Compare: Triangle Test vs. Duo-Trio Test: Both detect differences between products, but the duo-trio provides a reference sample that reduces panelist confusion. The triangle test offers more statistical power per panelist (because the lower guess rate of 33% vs. 50% means correct answers are more meaningful). If you're testing reformulated products with subtle differences, the triangle test is often the stronger choice.
These methods capture how much people like products or which they prefer. Unlike discrimination tests, affective tests require untrained consumers because you want real-world reactions, not expert analysis. The data drives marketing and product development decisions.
Compare: Hedonic Scale vs. JAR Scale: Both measure consumer response, but hedonic tells you how much they like it while JAR tells you what to fix. Use hedonic for go/no-go decisions; use JAR for product optimization. In practice, they're often used together on the same ballot.
These techniques create detailed "fingerprints" of products using trained panelists who function like calibrated instruments. The goal isn't preference. It's objective measurement of what's there and how much.
Compare: Descriptive Analysis vs. QDA: Descriptive analysis identifies what attributes exist; QDA measures how much of each attribute is present. Think of descriptive analysis as creating the vocabulary and QDA as using that vocabulary to generate numerical data.
Threshold tests determine the minimum detectable or distinguishable concentration of a stimulus. These methods reveal how sensitive human perception is to specific compounds, which is essential for quality control and off-flavor detection.
Compare: Absolute vs. Difference Threshold: Absolute threshold asks "can you detect anything?" while difference threshold asks "can you tell these two concentrations apart?" Both are measured using trained panelists and ascending series, but they answer fundamentally different questions about perceptual sensitivity.

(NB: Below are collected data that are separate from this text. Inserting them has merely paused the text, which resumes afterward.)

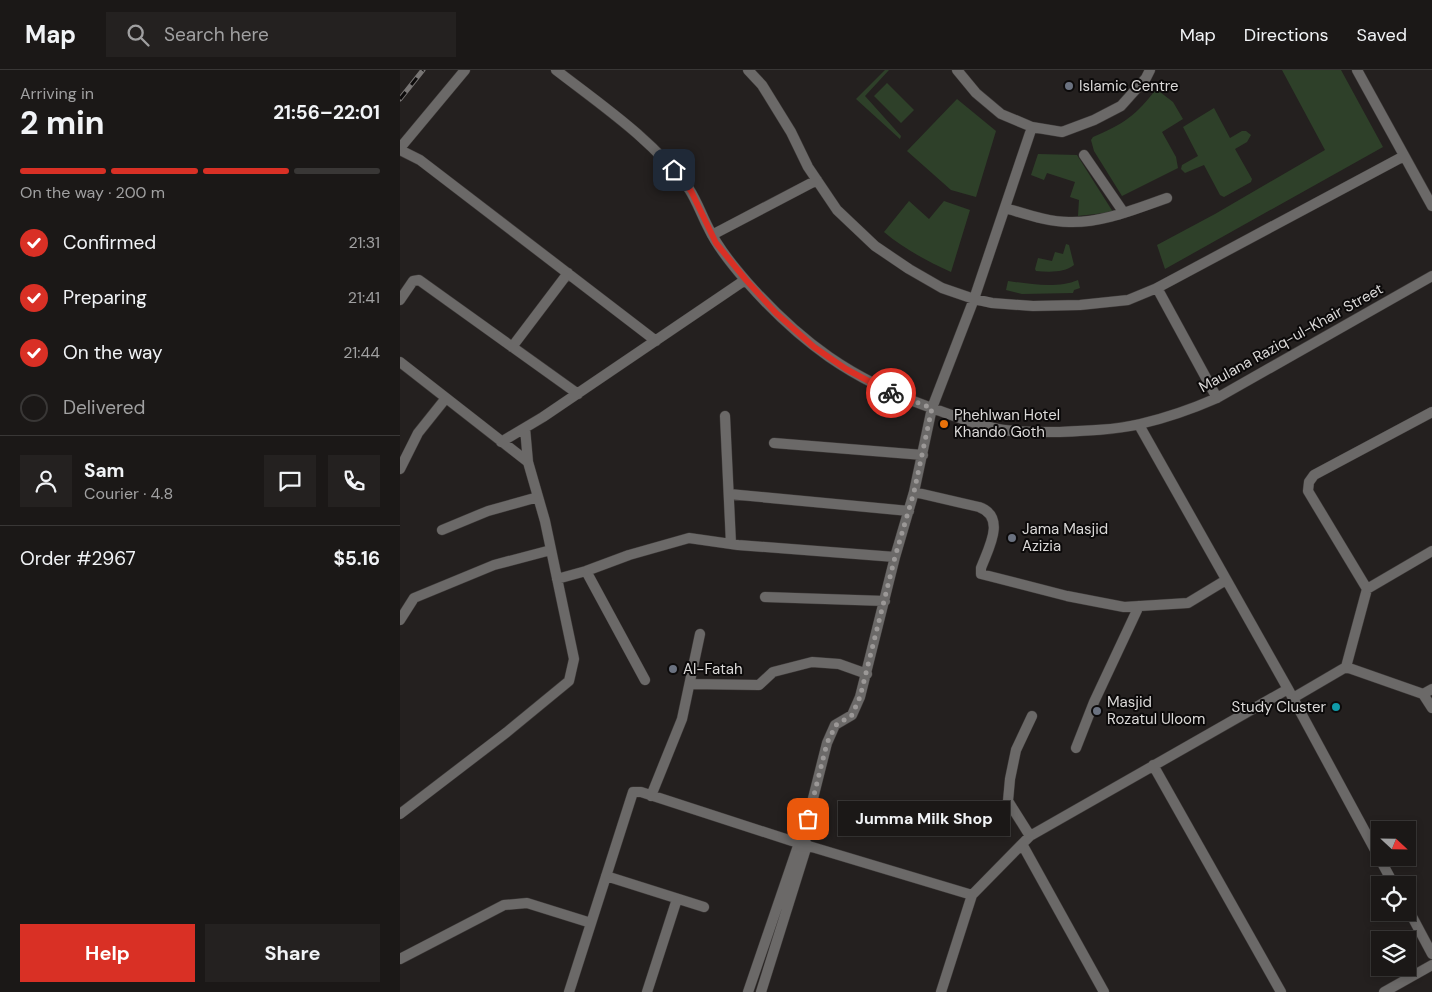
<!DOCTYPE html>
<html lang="en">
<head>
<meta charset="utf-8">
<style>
  :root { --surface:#1b1817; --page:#242120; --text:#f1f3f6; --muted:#a0a0a1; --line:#393736; --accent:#d93025 }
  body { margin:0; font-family:"DM Sans",sans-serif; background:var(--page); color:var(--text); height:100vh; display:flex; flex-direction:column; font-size:19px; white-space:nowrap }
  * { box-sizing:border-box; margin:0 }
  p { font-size:16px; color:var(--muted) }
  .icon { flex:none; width:28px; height:28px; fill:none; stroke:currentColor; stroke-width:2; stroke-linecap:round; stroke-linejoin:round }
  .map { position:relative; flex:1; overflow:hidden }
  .drawer { display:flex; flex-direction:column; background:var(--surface); width:400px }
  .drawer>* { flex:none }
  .needle { width:32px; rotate:112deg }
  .fabs { position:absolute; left:971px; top:751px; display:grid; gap:10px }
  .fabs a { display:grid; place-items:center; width:45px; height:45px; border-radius:0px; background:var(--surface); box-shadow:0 2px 8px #0003,0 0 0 1px var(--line); font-size:25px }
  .pin { position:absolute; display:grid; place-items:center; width:42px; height:42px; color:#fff; margin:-21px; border-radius:10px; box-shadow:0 2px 8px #0006 }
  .courier { position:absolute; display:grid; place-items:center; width:50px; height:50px; margin:-25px; border:4px solid #d93025; border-radius:50%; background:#fff; color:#222; box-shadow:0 1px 6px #0007 }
  .bubble { position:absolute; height:35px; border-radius:0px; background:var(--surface); box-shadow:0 2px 8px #0003,0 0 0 1px var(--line); font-size:16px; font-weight:700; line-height:35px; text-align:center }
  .headline em { font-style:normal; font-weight:700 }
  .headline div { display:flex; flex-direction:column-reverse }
  .headline { display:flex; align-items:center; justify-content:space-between; height:85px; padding:0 20px }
  h1 { font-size:32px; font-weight:700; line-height:38px }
  .bar { display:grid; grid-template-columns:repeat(4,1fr); gap:8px 5px; align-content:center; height:60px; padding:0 20px }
  .bar i { height:6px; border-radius:4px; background:var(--line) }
  .bar .on { background:var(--accent) }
  .bar p { grid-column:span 4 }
  .line { display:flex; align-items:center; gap:12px; padding:0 20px; border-top:1px solid var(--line) }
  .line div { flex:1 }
  .round { display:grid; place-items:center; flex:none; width:52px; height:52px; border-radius:0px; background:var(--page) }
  ol { padding:0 20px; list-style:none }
  li { display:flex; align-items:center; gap:15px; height:55px }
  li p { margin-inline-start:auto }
  li .icon { padding:5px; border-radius:50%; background:var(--accent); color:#fff; stroke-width:4 }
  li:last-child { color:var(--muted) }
  li i { width:28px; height:28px; border:2px solid var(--line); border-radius:50% }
  .action { display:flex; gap:10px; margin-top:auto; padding:10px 20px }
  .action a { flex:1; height:58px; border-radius:0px; background:var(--accent); color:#fff; font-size:20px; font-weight:700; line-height:58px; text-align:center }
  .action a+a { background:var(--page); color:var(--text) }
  header { display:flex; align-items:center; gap:30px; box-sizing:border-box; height:70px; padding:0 25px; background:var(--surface); border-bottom:1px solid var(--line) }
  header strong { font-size:24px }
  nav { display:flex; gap:28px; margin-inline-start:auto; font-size:18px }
  .search { width:350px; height:45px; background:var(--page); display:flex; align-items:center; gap:12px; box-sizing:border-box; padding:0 18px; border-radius:0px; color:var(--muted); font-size:19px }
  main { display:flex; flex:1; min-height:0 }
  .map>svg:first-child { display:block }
  .green { fill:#2e4029 }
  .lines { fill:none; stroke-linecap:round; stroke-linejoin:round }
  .minor-casing { stroke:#3e3a39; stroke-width:11 }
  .minor { stroke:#6b6968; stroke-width:10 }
  .rail-casing { stroke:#787574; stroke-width:5 }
  .rail { stroke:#0c0a0a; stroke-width:3; stroke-dasharray:9; stroke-linecap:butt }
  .done { stroke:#9b9897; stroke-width:5; stroke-dasharray:0 9 }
  .route { stroke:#d93025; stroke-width:6 }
  .worship-dot { fill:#6b7280; stroke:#0c0a0a; stroke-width:2 }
  .food-dot { fill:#e8710a; stroke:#0c0a0a; stroke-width:2 }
  .culture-dot { fill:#0f9aa8; stroke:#0c0a0a; stroke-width:2 }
  .labels { text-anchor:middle; stroke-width:4; stroke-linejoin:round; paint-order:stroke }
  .poi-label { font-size:15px; fill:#dbd9d8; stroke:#0c0a0a; text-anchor:start }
  .street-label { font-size:15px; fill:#dbd9d8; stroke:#0c0a0a }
</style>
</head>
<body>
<header>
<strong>Map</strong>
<div class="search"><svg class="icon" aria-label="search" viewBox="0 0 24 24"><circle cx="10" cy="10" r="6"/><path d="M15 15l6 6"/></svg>Search here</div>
<nav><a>Map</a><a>Directions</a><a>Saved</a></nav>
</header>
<main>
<section class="drawer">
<div class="headline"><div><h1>2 min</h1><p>Arriving in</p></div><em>21:56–22:01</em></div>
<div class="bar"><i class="on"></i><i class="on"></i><i class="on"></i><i></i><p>On the way · 200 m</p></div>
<ol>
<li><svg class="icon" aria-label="check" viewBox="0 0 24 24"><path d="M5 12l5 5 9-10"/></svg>Confirmed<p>21:31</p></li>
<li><svg class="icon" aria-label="check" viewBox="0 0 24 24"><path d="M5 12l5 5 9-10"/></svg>Preparing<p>21:41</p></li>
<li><svg class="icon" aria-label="check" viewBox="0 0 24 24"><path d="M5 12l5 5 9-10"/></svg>On the way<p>21:44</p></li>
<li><i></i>Delivered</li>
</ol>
<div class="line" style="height:90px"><a class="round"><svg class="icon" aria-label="person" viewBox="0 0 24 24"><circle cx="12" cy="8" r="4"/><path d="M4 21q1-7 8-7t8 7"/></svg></a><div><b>Sam</b><p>Courier · 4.8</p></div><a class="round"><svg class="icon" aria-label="chat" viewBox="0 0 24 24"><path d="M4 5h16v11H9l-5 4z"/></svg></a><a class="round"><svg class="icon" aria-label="phone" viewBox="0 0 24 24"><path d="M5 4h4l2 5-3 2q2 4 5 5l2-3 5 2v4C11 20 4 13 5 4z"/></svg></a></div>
<div class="line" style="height:65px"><div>Order #2967</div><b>$5.16</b></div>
<div class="action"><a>Help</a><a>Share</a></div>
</section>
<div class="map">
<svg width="1032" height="922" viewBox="0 0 1032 922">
  <rect width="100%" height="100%" fill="#24201f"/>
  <path class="green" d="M485 0H489L465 26 501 66 500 69 456 29Z
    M882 0H941L983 77 765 199 757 175 815 144 925 80Z
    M487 13 514 40 501 53 474 26Z
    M756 19 773 32 783 49 762 62 776 87 778 98 722 126 694 81 691 70 693 67C722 55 737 45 756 19Z
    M557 29 596 61 576 127 551 120 507 81Z
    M814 38 830 68 842 61H846L851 65 847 72 835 79 852 109 851 112 824 127 820 125 804 95 785 103 781 99 782 95 798 86 783 57Z
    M638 84 677 85 713 142 678 146 679 130 670 127 675 112 647 103 644 110 631 105Z
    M509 131 529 149 544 131 570 140 551 202C527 191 504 179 484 162Z
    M666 174 669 175 674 195C664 203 649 202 636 201L635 199 638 188 652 191 655 182 663 184Z
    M678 210 680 218 674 220 673 223 622 224 606 220 608 211C630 214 657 219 678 210Z"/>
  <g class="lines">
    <defs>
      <path id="minor" d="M156 0C204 37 253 70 289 119 297 131 302 146 309 159 318 178 333 196 347 212 401 273 451 309 529 337 552 345 574 354 598 359 617 363 639 362 659 362 686 361 714 360 740 354 766 348 792 339 817 328L1032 206
        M348 0 362 15 391 62 408 97 437 140 475 176 509 199 542 218 574 229 592 233 633 236 680 235 728 230 757 218 1004 86
        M557 0 576 23 601 44 632 57 662 62 694 50 721 36 746 8 750 0
        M957 0 1032 136
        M0 78 65 0
        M0 80 20 90 256 271
        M684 85 724 143
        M605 138C626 144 648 152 669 152 703 153 735 139 767 128
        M312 165 417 110
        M757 218 817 328
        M0 230 13 211 19 210 178 324
        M112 277 168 203
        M0 292 128 392
        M325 346 331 474
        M739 355 888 619 994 815
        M101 372 143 347 345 210
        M374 373 523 385
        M0 399 18 363 46 328
        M514 422 579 437C607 447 588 479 581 498V504L589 506 667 526 724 537 788 533 826 510
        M329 424 509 441
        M42 460 88 441 138 427
        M186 501 245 610
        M157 509 186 501 229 485 289 468 338 475 495 487
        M967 519 908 421 909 412 914 405 1032 342
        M365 527 485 531
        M0 550 14 528 94 495 151 480
        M946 597 1023 624 1032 619
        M290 614 359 615 373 602 412 592 439 594 467 604
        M1023 624 1032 638
        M893 628 946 597 967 519 1032 481
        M676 678 694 632 739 536
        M753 695 881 922
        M251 726 282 649 300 564
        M0 744 107 662 169 611 174 589 145 451 128 392 125 358
        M630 766 608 731 610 709 616 680 632 646
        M622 774 704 922
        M206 806 304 837
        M1008 839 1032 884
        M0 889 104 835 127 833 191 853
        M169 922 233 722H241L392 771 572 825
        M247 922 277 829
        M348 922 399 773 403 768 427 673 435 655 452 645 460 627 495 487 514 422 532 338 574 229 632 57
        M361 922 407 775 405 771
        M541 922 572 825 630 766 888 619
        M984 922 1032 895"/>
    </defs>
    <use href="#minor" class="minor-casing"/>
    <use href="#minor" class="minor"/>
    <defs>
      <path id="rail" d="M0 29 23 0"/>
    </defs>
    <use href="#rail" class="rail-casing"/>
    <use href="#rail" class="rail"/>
  </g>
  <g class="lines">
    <path class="done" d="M408 749 427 673 436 655 452 645 460 627 495 487 514 422 532 338 491 323"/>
    <path class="route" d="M274 100 291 121 316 173 346 210 376 243 414 277 446 299 491 323"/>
  </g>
  <g class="worship-dot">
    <circle cx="669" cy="16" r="5"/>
    <circle cx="612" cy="468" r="5"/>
    <circle cx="273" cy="599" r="5"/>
    <circle cx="697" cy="641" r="5"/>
  </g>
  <circle class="food-dot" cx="544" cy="354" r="5"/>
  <circle class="culture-dot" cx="936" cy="637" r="5"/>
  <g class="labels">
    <g class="poi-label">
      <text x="679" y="21">Islamic Centre</text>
      <text x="554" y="350">Phehlwan Hotel<tspan x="554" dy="17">Khando Goth</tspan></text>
      <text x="622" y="464">Jama Masjid<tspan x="622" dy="17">Azizia</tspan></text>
      <text x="283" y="604">Al-Fatah</text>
      <text x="707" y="637">Masjid<tspan x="707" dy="17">Rozatul Uloom</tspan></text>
      <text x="926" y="642" text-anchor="end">Study Cluster</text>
    </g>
    <g class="street-label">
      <text transform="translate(891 268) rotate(-29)" y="5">Maulana Raziq-ul-Khair Street</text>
    </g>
  </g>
</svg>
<div class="fabs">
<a><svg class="needle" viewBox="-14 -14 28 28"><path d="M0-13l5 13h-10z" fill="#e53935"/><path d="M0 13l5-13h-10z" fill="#a0a0a1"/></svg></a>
<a><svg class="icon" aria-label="locate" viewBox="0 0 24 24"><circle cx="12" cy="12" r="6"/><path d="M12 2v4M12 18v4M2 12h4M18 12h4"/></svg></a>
<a><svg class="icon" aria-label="layers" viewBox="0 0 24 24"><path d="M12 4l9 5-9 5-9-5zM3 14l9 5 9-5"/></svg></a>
</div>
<div class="pin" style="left:408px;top:749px;background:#ea580c"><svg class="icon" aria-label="bag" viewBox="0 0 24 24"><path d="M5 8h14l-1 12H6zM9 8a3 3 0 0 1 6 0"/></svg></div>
<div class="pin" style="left:274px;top:100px;background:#1f2937"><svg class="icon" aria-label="home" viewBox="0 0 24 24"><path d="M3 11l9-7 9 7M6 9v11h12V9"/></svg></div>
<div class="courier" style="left:491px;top:323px"><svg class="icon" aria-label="bike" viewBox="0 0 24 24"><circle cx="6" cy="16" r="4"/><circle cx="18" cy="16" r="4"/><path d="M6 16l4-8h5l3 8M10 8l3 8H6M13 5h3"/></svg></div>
<div class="bubble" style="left:438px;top:731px;width:172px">Jumma Milk Shop</div>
</div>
</main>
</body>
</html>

| Concept | Best Examples |
|---|---|
| Discrimination (difference detection) | Triangle Test, Duo-Trio Test, Paired Comparison |
| Affective (consumer preference) | Hedonic Scale, Preference Ranking |
| Diagnostic (optimization) | JAR Scale, Penalty Analysis |
| Descriptive (profiling) | Descriptive Analysis, QDA |
| Temporal dynamics | Time-Intensity Evaluation |
| Sensitivity measurement | Threshold Tests (absolute, difference) |
| Trained panel required | QDA, Descriptive Analysis, Threshold Tests |
| Untrained consumers required | Hedonic Scale, Preference Ranking, JAR Scale |
A company reformulates their cookie recipe to reduce sugar by 15%. Which discrimination test would provide the most statistical power to determine if consumers can detect the change, and why?
Compare and contrast the Hedonic Scale and JAR Scale: What type of data does each produce, and how would you use them together in product development?
Which two techniques require trained panelists to function as "calibrated instruments," and what makes training essential for their validity?
If you needed to measure how mint flavor perception changes from the moment of consumption through 60 seconds later, which technique would you select and what parameters would you measure?
A beverage company wants to know both whether consumers prefer their new formula and what specific attributes to adjust if they don't. Identify two complementary techniques and explain how their data would work together.